While the tensions between the US and Iran are building, the signals for Syria have become more ambivalent. On the one side, the White House has continued a rhetoric of confrontation, accusing the regime of Bashar Assad in Damascus of promoting terrorism in Iraq and Lebanon. On the other side, the Israeli political establishment, or at least sections of it, are signalling the possibilities of rapprochement and even peace.
A settlement between Syria and Israel would alter radically the prospects for the Middle East. It would at one and the same time end the most persistent state-to-state conflict between Israel and its neighbours and remove a source of trouble for the surrounding countries.
For the Israelis, it could offer the breakthrough that a weak and embattled prime minister, Ehud Olmert, needs after the bruising and unsuccessful invasion of Lebanon and the collapse into internecine conflict of the Palestinians. Peace with Syria would remove one of its most persistent foes, a source - so it says - of terrorism within and outside Israel, a base for several Palestinian extremist groups, a continuing source of meddling in Lebanon and a long-time ally of what it now sees as its most dangerous enemy, Iran.
At the same time, there are very good reasons why Damascus should also see the advantages of reaching an accord with its old foe. Assad's regime is weak and isolated. Like Olmert, the young president could do with a diplomatic breakthrough at the moment. His population is wearied with years of political oppression and low economic growth. Ejected from Lebanon, frozen out of international influence by the US, Syria needs the fresh start that a settlement with Israel might bring.

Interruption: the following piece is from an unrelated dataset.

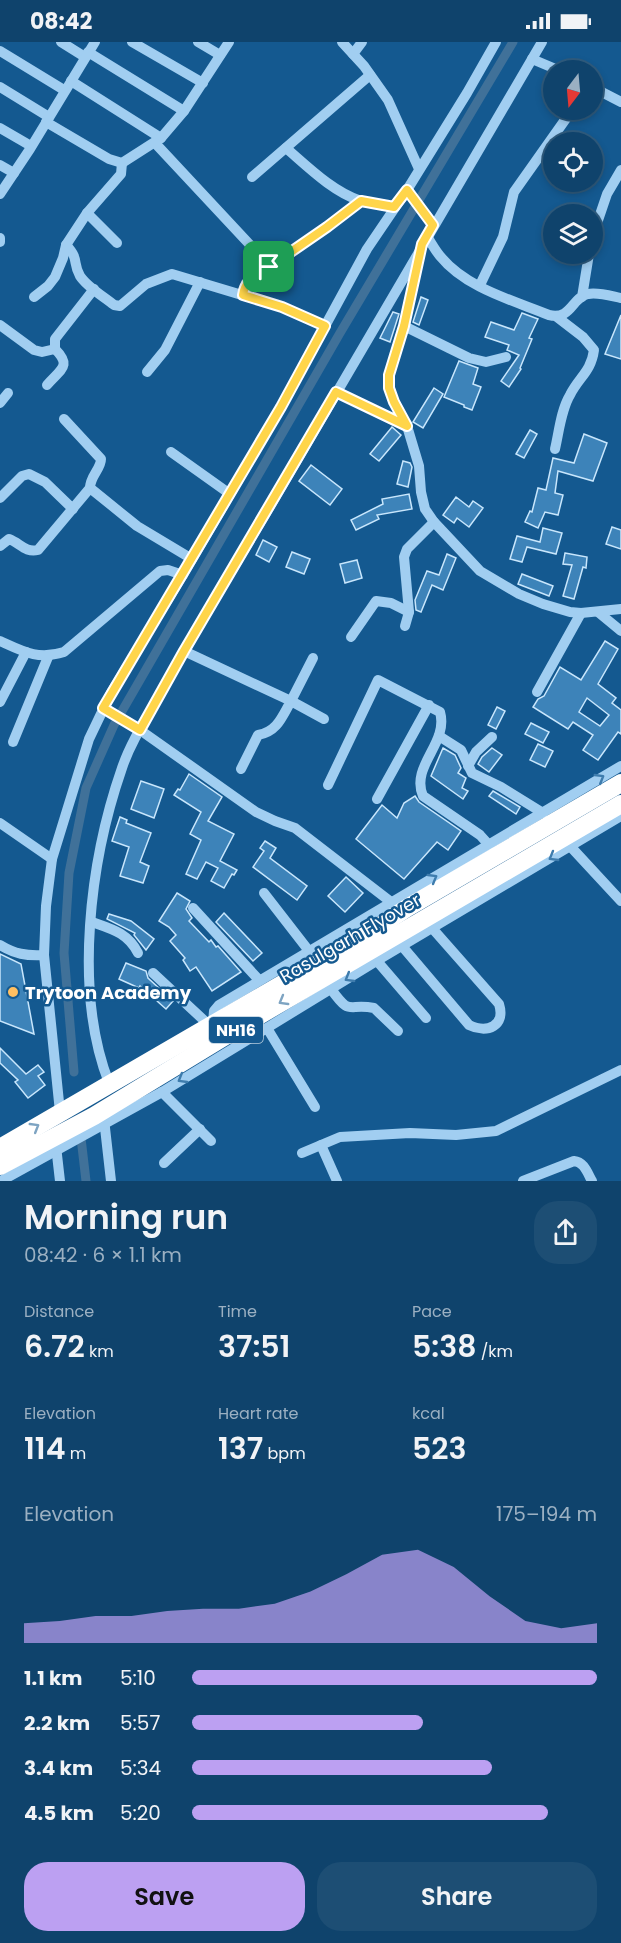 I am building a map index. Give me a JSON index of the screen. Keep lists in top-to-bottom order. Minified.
{"streets":{"highway":["Rasulgarh Flyover","NH16"]},"crossings":[["Rasulgarh Flyover","NH16"]],"places":["Trytoon Academy"],"north":"bottom","page":{"status":"08:42","heading":["Morning run","08:42 · 6 × 1.1 km"],"stats":[["Distance","6.72 km"],["Time","37:51"],["Pace","5:38 /km"],["Elevation","114 m"],["Heart rate","137 bpm"],["kcal","523"]],"chart":["Elevation","175–194 m"],"list":[{"name":"1.1 km","note":"5:10"},{"name":"2.2 km","note":"5:57"},{"name":"3.4 km","note":"5:34"},{"name":"4.5 km","note":"5:20"}],"buttons":["Save","Share"]}}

That, at any rate, seems to have been reason enough for the two sides to participate, at an unofficial level, in the Swiss-brokered Track 2 talks last year. The discussions reached a proposed settlement for the Golan Heights and the thorny issue of water access. What they didn't succeed in doing was gaining the formal backing of the Israeli government, or even the informal, but essential, support of the US.
This is not altogether surprising. For an administration as lacking popular support and parliamentary votes as Olmert's, to give up the Golan Heights and make peace with its enemy would require a considerable leap of faith and courage. The Heights have a special place in Israel's history, a strategic position taken in the 1967 war and retaken in 1973 only after fierce fighting and the very real threat that the Syrian forces could sweep down on the undefended settlements below. To retreat from the position now would to many military planners be an abnegation of security responsibility.
The real obstacle to an Israeli-Syrian accord at this time, however, lies less in Israel than in the US. Although the Iraq Study Group, led by James Baker, the former secretary of state under Bush's father, strongly recommended talking directly to Syria, along with Iran, as a means out of the Iraqi impasse, the President and his advisers have felt this would be too bitter a pill to swallow. Instead, they have held to a vision of the Middle East which places Syria, alongside Iran, as the major sources of instability in the region and the insurgency in Iraq. As with Iran, the US has also seen in the instability of the regime in Damascus an opportunity to effect political change through pressure.
It's a logical view but a barren one. Syria is not a stable nor a likable regime. But it does seem to want peace and to re-enter the world community. Even if Israel doubts Assad's ability to deliver a deal and fears US disapproval, it would be failing in its duty to its own citizens if it did not pursue the possibilities now when it has the chance.